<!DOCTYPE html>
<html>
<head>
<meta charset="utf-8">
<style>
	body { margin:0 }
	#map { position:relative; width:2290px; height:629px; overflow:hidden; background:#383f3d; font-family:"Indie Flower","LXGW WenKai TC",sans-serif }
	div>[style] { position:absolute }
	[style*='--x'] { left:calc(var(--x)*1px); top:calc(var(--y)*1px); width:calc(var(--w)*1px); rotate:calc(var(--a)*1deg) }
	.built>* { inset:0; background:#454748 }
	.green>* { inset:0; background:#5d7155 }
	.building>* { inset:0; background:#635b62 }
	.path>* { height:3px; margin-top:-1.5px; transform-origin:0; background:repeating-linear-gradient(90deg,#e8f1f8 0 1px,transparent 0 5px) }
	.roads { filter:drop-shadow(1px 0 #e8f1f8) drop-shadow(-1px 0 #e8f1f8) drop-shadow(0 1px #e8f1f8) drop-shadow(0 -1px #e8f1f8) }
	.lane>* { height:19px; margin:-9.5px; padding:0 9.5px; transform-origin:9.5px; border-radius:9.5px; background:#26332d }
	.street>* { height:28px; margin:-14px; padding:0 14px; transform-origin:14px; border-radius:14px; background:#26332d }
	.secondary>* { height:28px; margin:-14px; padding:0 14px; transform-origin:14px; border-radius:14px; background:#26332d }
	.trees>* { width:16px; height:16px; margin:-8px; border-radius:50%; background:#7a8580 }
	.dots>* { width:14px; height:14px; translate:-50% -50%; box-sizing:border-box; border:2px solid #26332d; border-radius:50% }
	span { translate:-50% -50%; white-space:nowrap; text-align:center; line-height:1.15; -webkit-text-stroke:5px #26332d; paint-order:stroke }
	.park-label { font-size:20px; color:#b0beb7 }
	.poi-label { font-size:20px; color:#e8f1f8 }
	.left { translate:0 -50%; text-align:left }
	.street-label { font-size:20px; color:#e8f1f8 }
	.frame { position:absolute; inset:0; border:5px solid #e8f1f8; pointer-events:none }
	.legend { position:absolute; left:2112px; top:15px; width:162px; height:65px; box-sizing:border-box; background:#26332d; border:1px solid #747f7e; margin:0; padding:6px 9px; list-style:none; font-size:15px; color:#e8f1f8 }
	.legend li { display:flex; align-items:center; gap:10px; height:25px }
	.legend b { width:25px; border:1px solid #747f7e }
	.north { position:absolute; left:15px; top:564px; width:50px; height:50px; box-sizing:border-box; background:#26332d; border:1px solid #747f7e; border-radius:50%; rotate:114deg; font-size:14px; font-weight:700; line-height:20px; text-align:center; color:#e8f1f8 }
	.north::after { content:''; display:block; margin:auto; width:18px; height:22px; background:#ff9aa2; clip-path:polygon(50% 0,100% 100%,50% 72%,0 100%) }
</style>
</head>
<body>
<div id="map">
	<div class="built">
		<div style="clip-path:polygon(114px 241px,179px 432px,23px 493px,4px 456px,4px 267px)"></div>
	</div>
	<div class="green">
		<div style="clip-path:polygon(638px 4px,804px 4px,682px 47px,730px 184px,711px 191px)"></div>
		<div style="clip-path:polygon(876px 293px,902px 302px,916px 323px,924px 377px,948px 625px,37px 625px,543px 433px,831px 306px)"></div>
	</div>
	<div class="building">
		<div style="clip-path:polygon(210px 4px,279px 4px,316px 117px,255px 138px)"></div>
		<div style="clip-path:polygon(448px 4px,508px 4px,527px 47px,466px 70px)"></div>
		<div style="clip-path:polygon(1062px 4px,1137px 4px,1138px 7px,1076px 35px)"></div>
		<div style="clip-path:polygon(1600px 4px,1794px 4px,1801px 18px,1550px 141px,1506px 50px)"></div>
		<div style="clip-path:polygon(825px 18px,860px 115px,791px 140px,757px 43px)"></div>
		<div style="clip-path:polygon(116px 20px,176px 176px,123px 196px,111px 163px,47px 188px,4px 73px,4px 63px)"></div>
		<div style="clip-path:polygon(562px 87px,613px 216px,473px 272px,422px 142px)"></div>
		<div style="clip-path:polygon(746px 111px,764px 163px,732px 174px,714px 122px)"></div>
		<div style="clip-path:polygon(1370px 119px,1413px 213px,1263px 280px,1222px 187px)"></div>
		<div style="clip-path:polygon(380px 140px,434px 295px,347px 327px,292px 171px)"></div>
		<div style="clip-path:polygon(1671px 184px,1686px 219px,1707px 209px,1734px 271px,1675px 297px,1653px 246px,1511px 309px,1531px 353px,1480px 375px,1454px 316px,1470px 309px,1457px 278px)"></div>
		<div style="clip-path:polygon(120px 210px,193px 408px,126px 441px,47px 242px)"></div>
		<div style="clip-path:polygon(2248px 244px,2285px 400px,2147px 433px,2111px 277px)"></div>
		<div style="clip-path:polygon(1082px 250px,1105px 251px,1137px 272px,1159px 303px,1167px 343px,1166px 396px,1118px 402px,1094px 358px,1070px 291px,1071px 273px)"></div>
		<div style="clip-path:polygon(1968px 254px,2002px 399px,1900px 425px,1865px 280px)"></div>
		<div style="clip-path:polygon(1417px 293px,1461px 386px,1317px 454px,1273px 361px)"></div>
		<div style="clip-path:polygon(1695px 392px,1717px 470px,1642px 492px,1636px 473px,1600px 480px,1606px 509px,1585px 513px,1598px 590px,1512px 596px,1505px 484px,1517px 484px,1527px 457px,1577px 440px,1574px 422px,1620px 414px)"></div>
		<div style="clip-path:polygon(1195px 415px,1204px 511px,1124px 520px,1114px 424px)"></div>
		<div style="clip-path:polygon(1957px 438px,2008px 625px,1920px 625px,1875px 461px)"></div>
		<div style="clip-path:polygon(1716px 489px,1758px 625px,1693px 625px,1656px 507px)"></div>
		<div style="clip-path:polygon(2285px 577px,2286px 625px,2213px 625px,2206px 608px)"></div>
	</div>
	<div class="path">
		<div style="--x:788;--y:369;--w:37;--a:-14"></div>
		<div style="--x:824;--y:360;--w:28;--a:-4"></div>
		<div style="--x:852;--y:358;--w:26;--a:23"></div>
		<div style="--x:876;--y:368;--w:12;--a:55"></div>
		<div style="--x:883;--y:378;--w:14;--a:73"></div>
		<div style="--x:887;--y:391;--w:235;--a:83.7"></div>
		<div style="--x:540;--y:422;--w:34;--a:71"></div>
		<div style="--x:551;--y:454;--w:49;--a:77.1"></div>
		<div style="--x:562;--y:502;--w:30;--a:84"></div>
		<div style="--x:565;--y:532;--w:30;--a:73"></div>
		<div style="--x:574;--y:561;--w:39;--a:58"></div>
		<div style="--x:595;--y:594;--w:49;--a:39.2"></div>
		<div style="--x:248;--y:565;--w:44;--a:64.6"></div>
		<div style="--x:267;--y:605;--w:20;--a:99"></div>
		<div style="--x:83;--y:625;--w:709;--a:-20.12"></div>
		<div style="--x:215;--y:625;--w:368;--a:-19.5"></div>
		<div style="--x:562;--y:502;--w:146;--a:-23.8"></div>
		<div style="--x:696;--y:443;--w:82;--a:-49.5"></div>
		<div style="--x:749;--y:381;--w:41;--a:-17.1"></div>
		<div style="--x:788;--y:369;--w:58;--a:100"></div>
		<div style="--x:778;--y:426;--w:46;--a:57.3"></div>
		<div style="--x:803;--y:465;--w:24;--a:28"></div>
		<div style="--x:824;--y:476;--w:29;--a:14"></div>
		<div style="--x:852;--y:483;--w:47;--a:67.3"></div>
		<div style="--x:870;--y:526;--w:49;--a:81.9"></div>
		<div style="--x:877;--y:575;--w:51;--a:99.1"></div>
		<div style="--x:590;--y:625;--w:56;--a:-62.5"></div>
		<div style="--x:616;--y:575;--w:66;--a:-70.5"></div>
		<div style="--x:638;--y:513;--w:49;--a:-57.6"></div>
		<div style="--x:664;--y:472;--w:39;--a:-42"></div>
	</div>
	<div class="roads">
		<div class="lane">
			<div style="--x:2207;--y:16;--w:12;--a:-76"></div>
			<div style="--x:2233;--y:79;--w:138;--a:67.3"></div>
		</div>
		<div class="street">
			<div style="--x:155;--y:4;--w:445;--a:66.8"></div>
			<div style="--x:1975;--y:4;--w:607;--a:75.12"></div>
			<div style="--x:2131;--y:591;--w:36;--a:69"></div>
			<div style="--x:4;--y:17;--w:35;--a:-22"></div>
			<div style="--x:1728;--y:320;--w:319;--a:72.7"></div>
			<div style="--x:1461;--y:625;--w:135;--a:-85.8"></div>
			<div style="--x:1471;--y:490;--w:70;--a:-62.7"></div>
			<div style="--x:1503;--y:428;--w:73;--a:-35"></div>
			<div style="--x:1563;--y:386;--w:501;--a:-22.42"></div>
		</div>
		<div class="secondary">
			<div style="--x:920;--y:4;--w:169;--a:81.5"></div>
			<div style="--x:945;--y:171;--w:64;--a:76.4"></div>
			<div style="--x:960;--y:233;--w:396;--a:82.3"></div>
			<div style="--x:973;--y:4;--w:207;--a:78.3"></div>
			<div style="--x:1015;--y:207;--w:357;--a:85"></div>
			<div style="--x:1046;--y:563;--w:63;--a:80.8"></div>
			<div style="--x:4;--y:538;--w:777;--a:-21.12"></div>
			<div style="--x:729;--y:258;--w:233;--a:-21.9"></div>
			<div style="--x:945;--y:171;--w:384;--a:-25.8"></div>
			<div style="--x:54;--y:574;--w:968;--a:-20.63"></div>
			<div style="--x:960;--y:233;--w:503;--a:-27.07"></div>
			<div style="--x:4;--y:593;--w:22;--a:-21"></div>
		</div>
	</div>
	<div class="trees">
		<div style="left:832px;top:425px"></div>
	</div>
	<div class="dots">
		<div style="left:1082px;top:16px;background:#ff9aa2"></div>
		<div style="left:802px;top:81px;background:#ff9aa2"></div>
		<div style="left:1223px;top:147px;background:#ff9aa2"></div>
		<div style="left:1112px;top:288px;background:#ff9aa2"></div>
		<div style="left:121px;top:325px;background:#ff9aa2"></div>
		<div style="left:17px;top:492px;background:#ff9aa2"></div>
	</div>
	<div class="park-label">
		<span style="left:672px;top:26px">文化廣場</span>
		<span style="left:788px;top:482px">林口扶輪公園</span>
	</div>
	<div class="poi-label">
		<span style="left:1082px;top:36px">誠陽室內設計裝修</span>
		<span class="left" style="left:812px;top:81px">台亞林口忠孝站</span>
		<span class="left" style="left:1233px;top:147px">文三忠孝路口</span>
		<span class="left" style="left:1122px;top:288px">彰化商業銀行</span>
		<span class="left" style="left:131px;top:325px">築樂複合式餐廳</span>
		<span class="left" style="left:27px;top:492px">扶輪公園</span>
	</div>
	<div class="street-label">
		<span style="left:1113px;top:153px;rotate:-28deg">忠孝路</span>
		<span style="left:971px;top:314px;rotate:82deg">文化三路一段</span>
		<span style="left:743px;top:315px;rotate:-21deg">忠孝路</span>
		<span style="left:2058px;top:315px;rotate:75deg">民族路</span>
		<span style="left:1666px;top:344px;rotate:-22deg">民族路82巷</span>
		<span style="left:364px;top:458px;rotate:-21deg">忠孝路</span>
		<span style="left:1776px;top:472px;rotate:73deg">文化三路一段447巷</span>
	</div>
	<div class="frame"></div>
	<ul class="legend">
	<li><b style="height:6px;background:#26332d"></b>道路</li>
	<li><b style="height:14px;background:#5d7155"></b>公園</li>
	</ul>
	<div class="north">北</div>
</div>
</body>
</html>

::::

• [WHAT YOU ARE ASKED TO DO] Show every line of the records above that contains the word "roads".

• [ANSWER BOX]
	.roads { filter:drop-shadow(1px 0 #e8f1f8) drop-shadow(-1px 0 #e8f1f8) drop-shadow(0 1px #e8f1f8) drop-shadow(0 -1px #e8f1f8) }
	<div class="roads">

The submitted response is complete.